→ **EXERCISE PROMPT**
Every entry below must be reproduced exactly.

[Stored data]
[Start of section]

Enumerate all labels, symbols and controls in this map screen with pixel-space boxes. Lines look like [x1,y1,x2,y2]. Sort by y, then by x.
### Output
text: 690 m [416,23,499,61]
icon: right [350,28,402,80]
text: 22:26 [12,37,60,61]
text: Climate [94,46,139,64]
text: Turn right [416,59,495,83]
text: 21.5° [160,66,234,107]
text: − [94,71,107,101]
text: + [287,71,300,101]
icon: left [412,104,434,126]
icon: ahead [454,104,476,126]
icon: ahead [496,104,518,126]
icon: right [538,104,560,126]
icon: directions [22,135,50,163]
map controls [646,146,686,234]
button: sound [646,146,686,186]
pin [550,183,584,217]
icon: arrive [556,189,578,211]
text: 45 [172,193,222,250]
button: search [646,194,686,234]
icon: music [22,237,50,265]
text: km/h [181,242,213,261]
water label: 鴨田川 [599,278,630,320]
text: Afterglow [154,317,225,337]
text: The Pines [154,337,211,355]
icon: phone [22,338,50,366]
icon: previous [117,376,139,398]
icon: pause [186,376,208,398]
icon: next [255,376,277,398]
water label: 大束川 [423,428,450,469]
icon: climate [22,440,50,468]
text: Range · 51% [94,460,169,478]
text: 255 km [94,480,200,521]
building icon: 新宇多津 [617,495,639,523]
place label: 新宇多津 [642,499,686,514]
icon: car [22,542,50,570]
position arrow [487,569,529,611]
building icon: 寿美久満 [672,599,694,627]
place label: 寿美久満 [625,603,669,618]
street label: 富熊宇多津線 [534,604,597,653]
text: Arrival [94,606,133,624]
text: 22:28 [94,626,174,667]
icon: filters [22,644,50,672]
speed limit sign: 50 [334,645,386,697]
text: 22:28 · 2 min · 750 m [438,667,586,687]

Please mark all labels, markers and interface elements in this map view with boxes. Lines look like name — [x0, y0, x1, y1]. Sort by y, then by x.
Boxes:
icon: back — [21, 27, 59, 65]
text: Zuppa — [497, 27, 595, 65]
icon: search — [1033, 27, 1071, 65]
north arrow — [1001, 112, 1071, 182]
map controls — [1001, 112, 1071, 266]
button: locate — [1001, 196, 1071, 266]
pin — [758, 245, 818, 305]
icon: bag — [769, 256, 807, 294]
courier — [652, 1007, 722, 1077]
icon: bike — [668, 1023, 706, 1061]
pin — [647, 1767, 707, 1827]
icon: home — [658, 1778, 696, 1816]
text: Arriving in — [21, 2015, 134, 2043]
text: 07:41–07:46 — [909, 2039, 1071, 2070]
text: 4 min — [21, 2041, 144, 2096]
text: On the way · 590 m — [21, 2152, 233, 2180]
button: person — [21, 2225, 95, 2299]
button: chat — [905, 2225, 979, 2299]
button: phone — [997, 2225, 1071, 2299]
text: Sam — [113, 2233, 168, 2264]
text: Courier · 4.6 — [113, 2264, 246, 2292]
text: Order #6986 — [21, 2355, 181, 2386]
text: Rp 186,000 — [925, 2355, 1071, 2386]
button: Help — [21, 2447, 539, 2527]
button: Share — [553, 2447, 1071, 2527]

[End of section]

→ **EXERCISE SOLUTION**
Enumerate all labels, symbols and controls in this map screen with pixel-space boxes. Lines look like [x1,y1,x2,y2]. Sort by y, then by x.
### Output
text: 690 m [416,23,499,61]
icon: right [350,28,402,80]
text: 22:26 [12,37,60,61]
text: Climate [94,46,139,64]
text: Turn right [416,59,495,83]
text: 21.5° [160,66,234,107]
text: − [94,71,107,101]
text: + [287,71,300,101]
icon: left [412,104,434,126]
icon: ahead [454,104,476,126]
icon: ahead [496,104,518,126]
icon: right [538,104,560,126]
icon: directions [22,135,50,163]
map controls [646,146,686,234]
button: sound [646,146,686,186]
pin [550,183,584,217]
icon: arrive [556,189,578,211]
text: 45 [172,193,222,250]
button: search [646,194,686,234]
icon: music [22,237,50,265]
text: km/h [181,242,213,261]
water label: 鴨田川 [599,278,630,320]
text: Afterglow [154,317,225,337]
text: The Pines [154,337,211,355]
icon: phone [22,338,50,366]
icon: previous [117,376,139,398]
icon: pause [186,376,208,398]
icon: next [255,376,277,398]
water label: 大束川 [423,428,450,469]
icon: climate [22,440,50,468]
text: Range · 51% [94,460,169,478]
text: 255 km [94,480,200,521]
building icon: 新宇多津 [617,495,639,523]
place label: 新宇多津 [642,499,686,514]
icon: car [22,542,50,570]
position arrow [487,569,529,611]
building icon: 寿美久満 [672,599,694,627]
place label: 寿美久満 [625,603,669,618]
street label: 富熊宇多津線 [534,604,597,653]
text: Arrival [94,606,133,624]
text: 22:28 [94,626,174,667]
icon: filters [22,644,50,672]
speed limit sign: 50 [334,645,386,697]
text: 22:28 · 2 min · 750 m [438,667,586,687]

Please mark all labels, markers and interface elements in this map view with boxes. Lines look like name — [x0, y0, x1, y1]. Sort by y, then by x.
Boxes:
icon: back — [21, 27, 59, 65]
text: Zuppa — [497, 27, 595, 65]
icon: search — [1033, 27, 1071, 65]
north arrow — [1001, 112, 1071, 182]
map controls — [1001, 112, 1071, 266]
button: locate — [1001, 196, 1071, 266]
pin — [758, 245, 818, 305]
icon: bag — [769, 256, 807, 294]
courier — [652, 1007, 722, 1077]
icon: bike — [668, 1023, 706, 1061]
pin — [647, 1767, 707, 1827]
icon: home — [658, 1778, 696, 1816]
text: Arriving in — [21, 2015, 134, 2043]
text: 07:41–07:46 — [909, 2039, 1071, 2070]
text: 4 min — [21, 2041, 144, 2096]
text: On the way · 590 m — [21, 2152, 233, 2180]
button: person — [21, 2225, 95, 2299]
button: chat — [905, 2225, 979, 2299]
button: phone — [997, 2225, 1071, 2299]
text: Sam — [113, 2233, 168, 2264]
text: Courier · 4.6 — [113, 2264, 246, 2292]
text: Order #6986 — [21, 2355, 181, 2386]
text: Rp 186,000 — [925, 2355, 1071, 2386]
button: Help — [21, 2447, 539, 2527]
button: Share — [553, 2447, 1071, 2527]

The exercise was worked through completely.